### THE PROBLEM:
Locate each line below that includes "nowrap" and reproduce it.

[[ DATA TO PROCESS open ]]

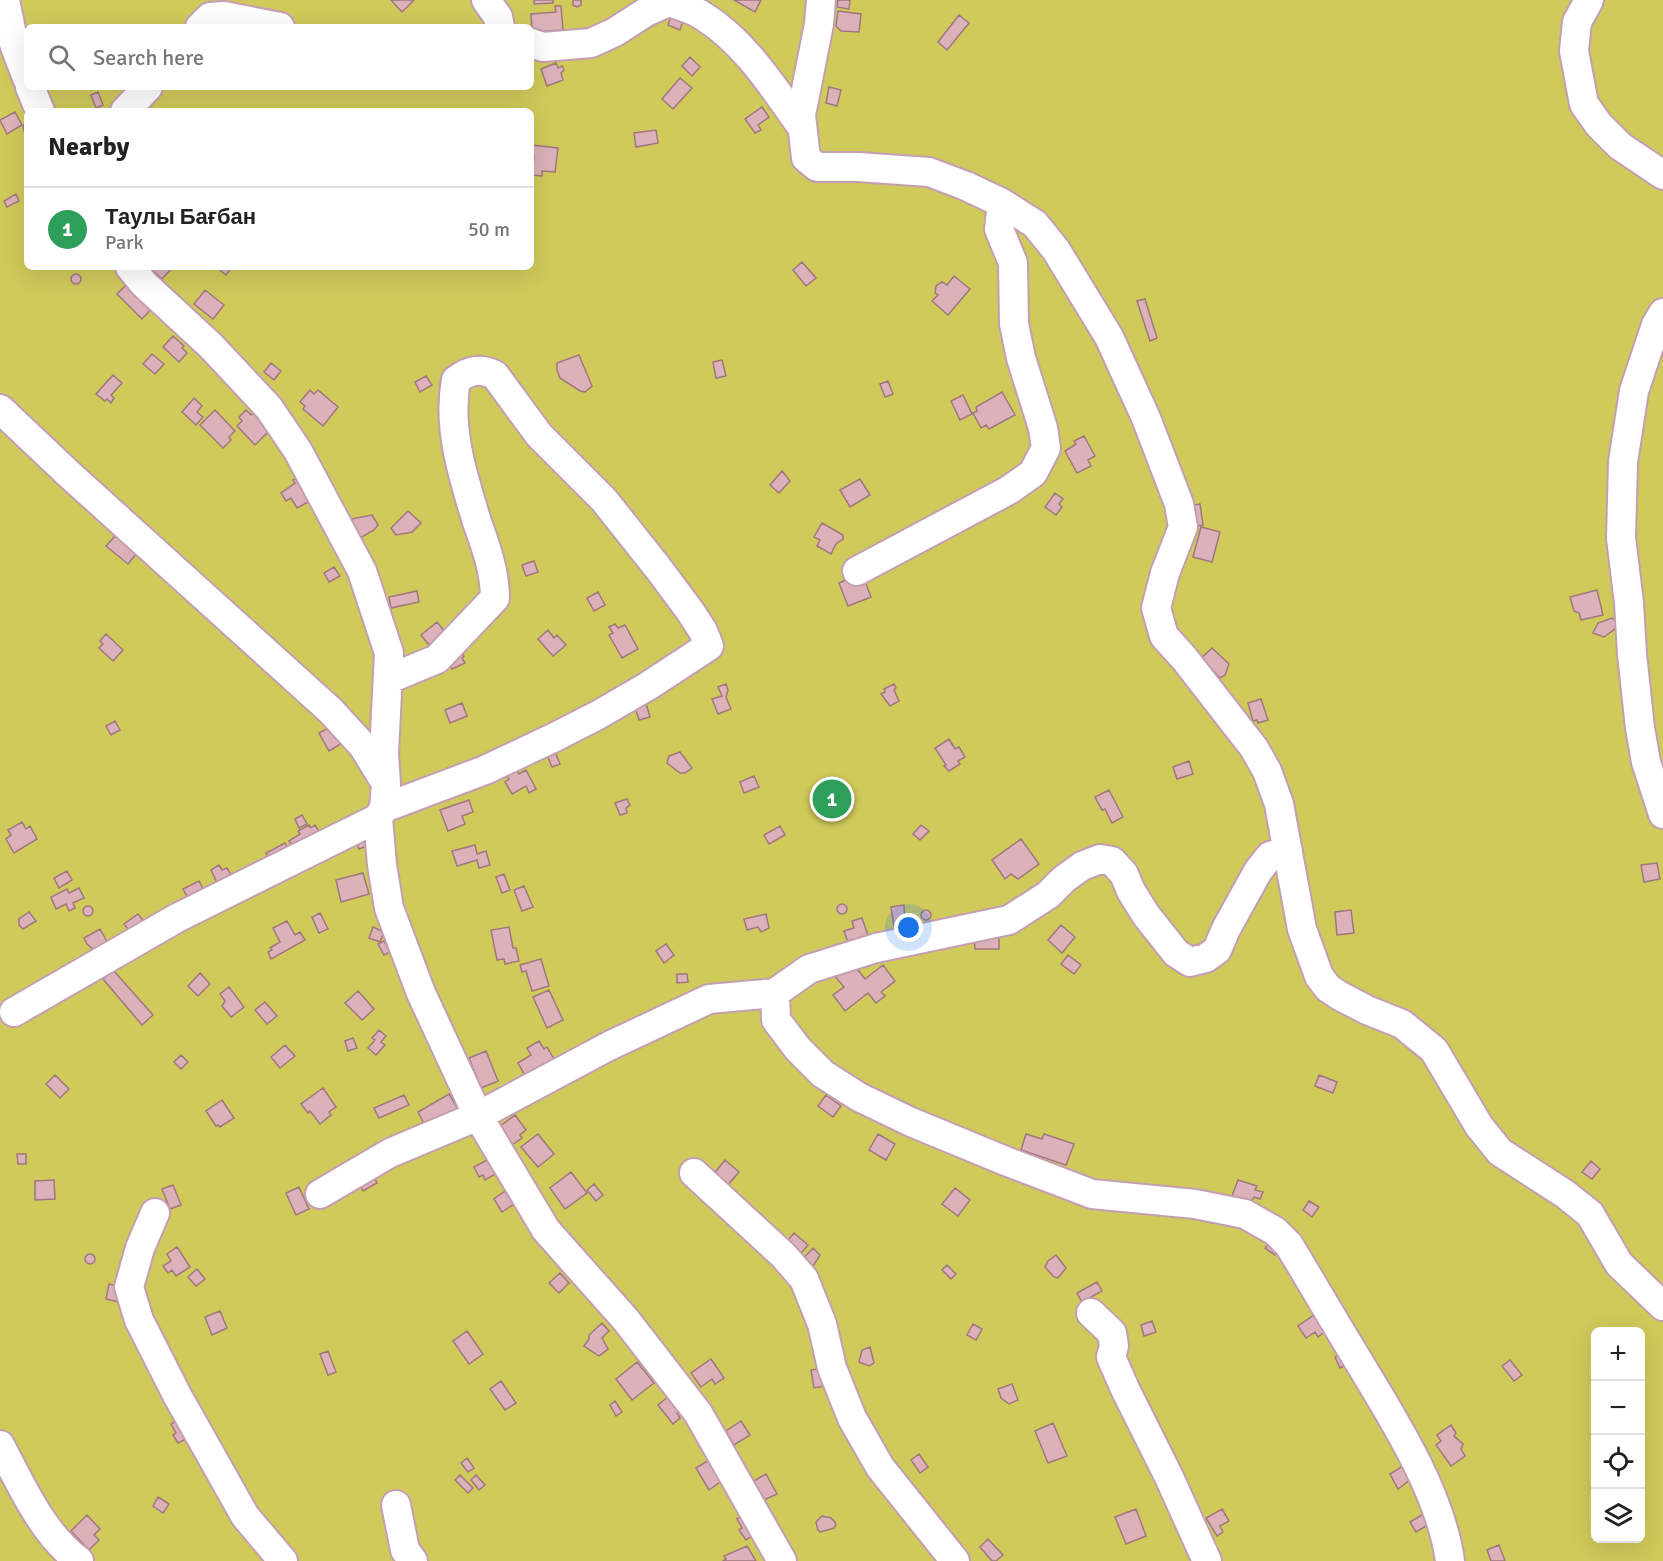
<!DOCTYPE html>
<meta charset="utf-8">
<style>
:root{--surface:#fff;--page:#f6f6f6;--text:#222;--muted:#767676;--line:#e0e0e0;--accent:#37715b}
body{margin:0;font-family:Signika,sans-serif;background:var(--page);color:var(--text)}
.controls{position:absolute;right:18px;bottom:18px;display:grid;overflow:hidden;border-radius:9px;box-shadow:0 6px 24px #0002}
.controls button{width:54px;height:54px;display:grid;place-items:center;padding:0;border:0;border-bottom:2px solid var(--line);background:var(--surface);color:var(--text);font:30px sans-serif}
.you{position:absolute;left:909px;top:928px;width:21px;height:21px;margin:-15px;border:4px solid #fff;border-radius:50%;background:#1a73e8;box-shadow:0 0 0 9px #1a73e833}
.badge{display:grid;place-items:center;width:39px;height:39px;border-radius:50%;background:var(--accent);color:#fff;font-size:20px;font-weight:700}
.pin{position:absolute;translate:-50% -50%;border:3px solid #fff;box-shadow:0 2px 6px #0006}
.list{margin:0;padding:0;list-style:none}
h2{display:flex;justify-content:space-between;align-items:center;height:78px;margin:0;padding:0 24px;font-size:26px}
h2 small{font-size:20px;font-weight:400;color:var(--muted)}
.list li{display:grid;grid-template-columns:39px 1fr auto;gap:18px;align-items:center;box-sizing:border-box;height:84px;padding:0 24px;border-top:2px solid var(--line)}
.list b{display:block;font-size:22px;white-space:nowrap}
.list p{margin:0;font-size:20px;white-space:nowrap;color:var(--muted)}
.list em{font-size:20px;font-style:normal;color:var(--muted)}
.icon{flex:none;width:33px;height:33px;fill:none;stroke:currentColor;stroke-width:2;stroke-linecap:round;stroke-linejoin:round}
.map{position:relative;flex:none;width:1663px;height:1561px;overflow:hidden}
.search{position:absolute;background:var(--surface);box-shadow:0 6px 24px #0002;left:24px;top:24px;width:510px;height:66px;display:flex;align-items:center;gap:15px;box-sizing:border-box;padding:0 21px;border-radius:9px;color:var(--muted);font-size:22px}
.panel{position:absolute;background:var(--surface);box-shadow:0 6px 24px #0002;left:24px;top:108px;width:510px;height:162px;border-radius:9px}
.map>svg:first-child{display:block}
</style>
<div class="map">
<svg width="1663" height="1561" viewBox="0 0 1663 1561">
<rect width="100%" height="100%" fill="#fddced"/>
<path fill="#d0ca5b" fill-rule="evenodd" d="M0 0H1663V1561H0ZM27 27H531V87H27ZM27 111H531V267H27ZM1596 1332H1640V1538H1596Z"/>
<path fill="#ddb1b9" stroke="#a0777f" stroke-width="1.5" d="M391 0H414L402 12Z
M534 0H553V3L534 4Z
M573 0H581V5L577 7 573 5Z
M734 0H761L755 12Z
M838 0H850L849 9 837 7Z
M555 6H561L563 30 532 32 531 14 556 12Z
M673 11 685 16 680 30 668 25Z
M838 11 861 14 859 32 841 31 836 26Z
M959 15 969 23 947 50 938 42Z
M690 57 700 67 692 76 682 66Z
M556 63 558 68 562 66 564 70 561 73 563 80 547 86 541 69Z
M680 78 692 88 673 109 662 99Z
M829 87 841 90 837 106 826 103Z
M98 92 103 105 96 108 91 95Z
M762 107 769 117 758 125 761 130 755 133 745 119Z
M15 112 22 125 7 134 0 120Z
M27 123V139L23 128 24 124Z
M656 130 658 143 636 147 634 133Z
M531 145 558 148 555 172 542 171V176L533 175 534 155 531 154Z
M16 194 19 201 7 207 4 201Z
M802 262 816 278 806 286 793 270Z
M149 267H166L170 270 162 279Z
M222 267H232L226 275 220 270Z
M71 279a5 5 0 1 1 10 0a5 5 0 1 1-10 0Z
M954 276 970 289 948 315 932 301 938 295 935 293 936 286 942 282 947 285Z
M127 284 155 305 142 319 117 294Z
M205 290 224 305 213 319 194 304Z
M1145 299 1157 338 1150 341 1137 301Z
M173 336 184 346 182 348 187 353 179 362 163 347Z
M152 354 164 364 155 374 143 364Z
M579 355 592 386 585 392 580 391 560 378 557 370V363Z
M722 360 726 376 716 378 713 362Z
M271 363 281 371 274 380 264 372Z
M113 375 122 383 111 395 114 398 111 403 107 399 105 401 96 394Z
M426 376 432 385 420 392 415 382Z
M888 381 893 394 885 397 880 384Z
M310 390 314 394 318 390 338 407 323 426 303 409 305 406 300 402Z
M1002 392 1015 415 989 429 986 425 981 428 973 413 977 411 976 407Z
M963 395 972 414 960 420 951 401Z
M194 398 202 406 197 412 203 417 196 425 182 412Z
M215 410 235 431 229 437 231 440 223 448 200 425Z
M246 410 251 415 253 413 270 430 255 445 237 426 242 421 239 417Z
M1084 436 1095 456 1088 460 1091 466 1077 473 1065 451 1076 444 1074 441Z
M782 471 790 481 779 493 770 485Z
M301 476 314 499 297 508 291 498 286 501 281 493 295 483 293 480Z
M860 479 870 495 850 507 840 490Z
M1055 493 1063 499 1059 504 1062 507 1056 515 1045 507Z
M1200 504 1203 525 1189 527 1187 506Z
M408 511 421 523 412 532 396 535 391 528Z
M372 515 378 525 374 530 355 541 346 520Z
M822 523 843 535V539L836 544 831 554 817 546 820 540 814 537Z
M1201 527 1220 532 1212 562 1193 557Z
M115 536 136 554 128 564 106 546Z
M534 561 538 572 526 576 522 565Z
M334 567 340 576 329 582 324 573Z
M862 574 871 597 848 606 839 583Z
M1597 590 1603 615 1581 620 1579 613 1574 611 1570 597Z
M417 591 419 602 391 608 389 597Z
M598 592 605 605 594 611 587 598Z
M1612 618 1620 625 1604 637 1593 633 1598 623Z
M437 622 445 632 429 645 421 635Z
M615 624 618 628 625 625 638 649 622 658 609 635 613 633 609 627Z
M548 630 554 638 557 635 566 645 553 656 538 639Z
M106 634 123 650 113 661 99 648 103 644 100 641Z
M1212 648 1229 664 1225 675 1220 678 1209 666 1203 672 1195 664Z
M460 649 464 656 462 658 465 663 452 669 446 657Z
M726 684 728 690 726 697 731 709 718 714 712 699 722 696 718 687Z
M894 684 896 688 894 690 899 701 890 706 881 694 885 692 884 689Z
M1261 699 1268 720 1258 723 1257 720 1253 721 1248 703Z
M645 700 650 717 639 720 634 703Z
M462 703 467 716 450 723 445 710Z
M115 721 120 730 111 735 106 726Z
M336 724 346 741 329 751 319 733Z
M949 739 955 749 959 747 965 757 958 761 960 764 949 771 944 766 946 765 935 748Z
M553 747 560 764 552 767 545 750Z
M680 752 692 768 685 773H680L667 763 669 756Z
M1189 761 1193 774 1177 779 1173 767Z
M517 770 519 774 526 770 536 789 529 793 526 786 512 794 505 782 509 779 507 775Z
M754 776 759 787 744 793 740 782Z
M1109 790 1123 817 1112 823 1105 809 1102 810 1095 797Z
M627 799 630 805 626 808 627 813 620 815 615 803Z
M469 800 473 812 462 816 465 824 448 831 440 810Z
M302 815 307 824 299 828 295 819Z
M22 822 26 829 30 826 37 839 14 853 6 839 11 835 8 830Z
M309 825 311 828 315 825 323 838 296 853 289 841 300 834 298 831Z
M921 825 929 831 920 840 913 834Z
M780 826 785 835 769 844 764 835Z
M371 831 375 843 359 849 355 838Z
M1021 839 1039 864 1018 879 1011 874 1005 879 992 860Z
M285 843 291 854 272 864 266 853Z
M475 845 477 854 486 851 490 865 479 868 477 860 457 866 452 851Z
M1657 863 1660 879 1644 882 1641 865Z
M219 865 222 870 227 868 235 882 221 891 211 870Z
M67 871 72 880 59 888 54 878Z
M363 873 369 894 341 902 336 880Z
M504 874 510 890 502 893 496 877Z
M199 881 205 893 190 902 183 889Z
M524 886 533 907 522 911 514 890Z
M79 888 84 898 73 903 75 908 69 911 66 904 56 909 51 897 67 889 69 893Z
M837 909a5 5 0 1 1 10 0a5 5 0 1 1-10 0Z
M904 905 905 924 894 926 891 907Z
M83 911a5 5 0 1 1 10 0a5 5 0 1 1-10 0Z
M1351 910 1354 933 1337 935 1335 912Z
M921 915a5 5 0 1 1 10 0a5 5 0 1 1-10 0Z
M29 912 36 921 23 929 19 925V919Z
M320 913 328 929 319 933 312 917Z
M138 914 145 923 131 933 124 924Z
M766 914 769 928 761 932 758 927 747 930 744 919Z
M862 918 870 941 850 948 844 931 854 928 852 921Z
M287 921 295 935 300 932 305 940 271 959 268 952 272 950 270 948 280 942 273 928Z
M1061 925 1075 937 1062 953 1048 940Z
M373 927 384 932 380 942 369 938Z
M509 927 513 948H516L519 961 505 964 504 959 497 960 491 930Z
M100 929 110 947 94 950 87 944 84 938Z
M974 932H999V949H975Z
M384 941 390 952 384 955 378 944Z
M666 944 674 955 664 963 656 951Z
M1068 955 1081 965 1074 974 1061 964Z
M541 959 549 986 532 991 526 971 522 972 520 965Z
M851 961 865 979 883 965 895 981 881 992 885 996 876 1003 868 993 845 1011 833 995 844 987 834 975Z
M113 970 153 1015 142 1025 103 979Z
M200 973 210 984 198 996 188 986Z
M677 974H687L688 982 677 983Z
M229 987 244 1007 231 1017 222 1006 225 1001 220 994Z
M549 990 563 1020 547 1028 533 997Z
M358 991 374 1009 362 1020 345 1003Z
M265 1002 277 1016 267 1024 255 1010Z
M379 1030 386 1036 381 1042 385 1045 376 1055 368 1048 375 1040 372 1038Z
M353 1038 357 1048 348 1051 345 1041Z
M539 1041 544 1049 547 1047 555 1061 526 1077 518 1063 531 1055 527 1048Z
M285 1045 295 1056 280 1068 271 1057Z
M486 1051 498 1081 481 1088 469 1058Z
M181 1055 188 1062 181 1069 174 1062Z
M55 1075 69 1089 60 1098 46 1084Z
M1319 1075 1337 1082 1333 1093 1315 1086Z
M323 1088 336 1107 329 1112 331 1115 320 1124 310 1111 308 1113 301 1104Z
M449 1094 458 1109 426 1127 418 1112Z
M404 1095 409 1105 379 1118 374 1108Z
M826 1095 841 1106 833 1117 818 1106Z
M222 1100 234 1118 220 1127 218 1125 216 1126 206 1111Z
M515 1115 526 1130 520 1135 522 1138 512 1145 499 1127Z
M538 1134 554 1154 538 1167 521 1147Z
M878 1134 895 1144 886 1160 869 1150Z
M1026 1134 1042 1139 1044 1134 1074 1144 1066 1165 1021 1150Z
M17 1154H26V1164H18Z
M498 1154 506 1168 485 1180 483 1175 479 1177 474 1167Z
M725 1160 739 1172 726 1187 712 1176Z
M1591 1161 1600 1169 1592 1179 1582 1172Z
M371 1171 377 1183 363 1191 357 1179Z
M571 1172 587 1193 565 1209 550 1188Z
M54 1180 55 1199 35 1200V1181Z
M1238 1180 1257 1186 1255 1190 1263 1192 1260 1199 1254 1197 1251 1203 1232 1196Z
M594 1184 603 1195 596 1201 587 1190Z
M173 1185 181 1205 170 1209 162 1189Z
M299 1187 309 1209 296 1215 286 1193Z
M955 1188 970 1200 958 1216 942 1204Z
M505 1191 514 1204 502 1212 494 1199Z
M1309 1201 1319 1207 1312 1217 1303 1210Z
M794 1233 808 1245 798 1257 784 1245Z
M1272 1239 1279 1249 1275 1255 1265 1248Z
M177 1247 190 1267 176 1276 172 1270 168 1273 163 1266 171 1261 167 1254Z
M813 1248 820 1255 810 1271 800 1262Z
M85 1259a5 5 0 1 1 10 0a5 5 0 1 1-10 0Z
M1056 1255 1066 1268 1058 1278 1054 1277 1045 1267 1048 1261Z
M947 1265 956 1274 951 1279 942 1270Z
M197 1269 205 1279 196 1286 188 1277Z
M560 1273 569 1283 559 1293 549 1283Z
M1097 1282 1102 1291 1082 1302 1077 1293Z
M109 1284 123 1287 119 1302 106 1299Z
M220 1311 227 1328 212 1335 205 1317Z
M1317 1313 1330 1328 1318 1337 1315 1332 1306 1338 1298 1326Z
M1152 1321 1156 1332 1144 1336 1141 1325Z
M602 1323 609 1331 602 1338 608 1349 599 1356 584 1346 589 1339V1335Z
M973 1324 982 1329 976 1340 967 1335Z
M467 1331 483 1354 469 1364 453 1341Z
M870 1347 874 1363 869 1366 859 1362 862 1350Z
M328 1351 336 1372 328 1375 320 1354Z
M1347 1351 1353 1362 1340 1368 1335 1357Z
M711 1359 724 1378 715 1384 712 1379 701 1387 691 1373Z
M1510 1360 1522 1375 1514 1381 1502 1366Z
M637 1362 654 1383 632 1400 616 1379Z
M823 1368 826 1386 814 1388 811 1370Z
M501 1381 516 1403 505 1410 490 1389Z
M1012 1384 1018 1400 1009 1404 1001 1398 998 1389Z
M669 1396 681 1410 677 1413 680 1418 673 1424 658 1405Z
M615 1401 622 1412 616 1416 610 1405Z
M181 1418 192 1436 178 1443 173 1435 176 1433 171 1424Z
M741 1421 750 1435 734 1445 726 1431Z
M1053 1423 1067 1456 1048 1463 1035 1431Z
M1451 1425 1456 1433 1454 1436 1463 1444 1461 1449 1465 1456 1451 1466 1436 1445 1441 1441 1437 1435Z
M919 1454 928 1467 920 1473 911 1460Z
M467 1458 474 1468 468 1472 461 1463Z
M709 1460 726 1478 709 1490 696 1468Z
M1403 1466 1411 1479 1398 1489 1390 1474Z
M766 1474 777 1494 764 1500 752 1482Z
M460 1475 473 1488 468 1493 455 1480Z
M476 1475 485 1485 479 1490 471 1480Z
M158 1497 169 1504 163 1513 153 1506Z
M1136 1509 1146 1536 1126 1544 1115 1517Z
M1222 1509 1229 1521 1220 1526 1223 1532 1217 1536 1206 1518Z
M1425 1513 1431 1523 1416 1532 1410 1522Z
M87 1515 100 1529 94 1535 99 1540 89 1550 71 1531Z
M743 1515 757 1532 746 1540 739 1530 742 1528 737 1519Z
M822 1516 831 1518 834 1521 836 1524 834 1528 820 1532 818 1530 816 1522Z
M988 1539 1003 1555 996 1561H992L980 1547Z
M1499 1545 1505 1561H1491L1487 1550Z
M747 1546 756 1561H723L726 1559 724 1556Z"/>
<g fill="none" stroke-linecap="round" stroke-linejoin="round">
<g stroke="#c49eb2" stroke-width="32">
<path id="minor" d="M5 0 14 44 27 78
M486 0 498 17 500 27
M821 0 819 24 801 115 806 158 817 167H858L929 172 966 186 1002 203 1035 224 1056 250 1109 337 1146 418 1179 504 1183 527 1165 573 1156 608 1164 636 1184 658 1254 748 1267 771 1279 804 1302 929 1319 976 1328 988 1340 996 1367 1010 1402 1024 1434 1050 1479 1126 1500 1152 1565 1194 1590 1214 1619 1264 1663 1306
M1589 0 1577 22 1574 51 1584 104 1599 125 1620 146 1663 175
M200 27 210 17 224 16 280 27
M531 43 543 47 591 43 615 32 646 12 669 2C680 6 693 9 703 16 745 42 773 87 801 126
M30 87 40 111
M125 111 148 87
M130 267 144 284 211 346 269 408 298 451 362 571 389 653 384 753 386 784 384 808 378 818 382 865 389 908 421 993 478 1116 546 1230 626 1320 698 1413 782 1561
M1663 313 1656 325 1634 391 1623 462 1621 538 1629 603 1632 654 1640 728 1646 762 1663 814
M0 409 71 476 331 711 363 746 385 782
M857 571 1009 490 1033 473 1046 448 1043 428 1021 358 1014 324 1013 263 999 229 1002 203
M384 808 485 770 555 737 598 715 648 686 709 646 703 631 690 611 658 568 604 500 539 435 495 375C480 368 469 370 456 380 447 427 463 477 477 522 486 547 495 572 495 598L437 659 389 679
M1288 851 1270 856 1258 871 1226 929 1217 950 1206 958 1190 962 1176 953 1146 915 1131 891 1124 874 1112 861 1100 859 1082 866 1064 879 1048 895 1009 920 876 948 809 969 775 993 776 1020 798 1049 823 1074 859 1097 911 1122 1008 1162 1092 1194 1195 1204 1245 1214 1275 1231 1289 1245C1313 1285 1337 1326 1362 1367 1396 1423 1441 1495 1450 1561
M14 1012 177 918 378 818
M694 1173 783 1255 804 1279 822 1324 832 1368 852 1418 880 1467 955 1561
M320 1194 390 1153 478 1116 609 1046 709 999 775 993
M155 1213 140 1248 129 1287 139 1320 177 1395 245 1516 283 1561
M1091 1313 1112 1333 1114 1346 1111 1357 1126 1391 1169 1477 1207 1561
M0 1445C22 1486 41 1532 79 1561
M396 1505 405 1550 413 1561"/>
</g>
<use href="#minor" stroke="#fff" stroke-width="28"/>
</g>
</svg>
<div class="controls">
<button>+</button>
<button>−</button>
<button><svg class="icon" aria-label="locate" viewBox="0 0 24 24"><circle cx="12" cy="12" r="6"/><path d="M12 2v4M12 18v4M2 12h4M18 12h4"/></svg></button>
<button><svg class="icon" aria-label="layers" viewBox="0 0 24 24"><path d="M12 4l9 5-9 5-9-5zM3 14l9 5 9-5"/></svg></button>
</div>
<div class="you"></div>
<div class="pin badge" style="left:832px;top:799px;background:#2e9e5b">1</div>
<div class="search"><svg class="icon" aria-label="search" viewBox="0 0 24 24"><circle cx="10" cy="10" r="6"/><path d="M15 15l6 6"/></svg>Search here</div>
<section class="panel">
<h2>Nearby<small></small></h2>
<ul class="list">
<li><span class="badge" style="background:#2e9e5b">1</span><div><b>Таулы Бағбан</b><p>Park</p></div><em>50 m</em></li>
</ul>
</section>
</div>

[[ DATA TO PROCESS closed ]]

### OUTPUT FOR THIS TASK:
.list b{display:block;font-size:22px;white-space:nowrap}
.list p{margin:0;font-size:20px;white-space:nowrap;color:var(--muted)}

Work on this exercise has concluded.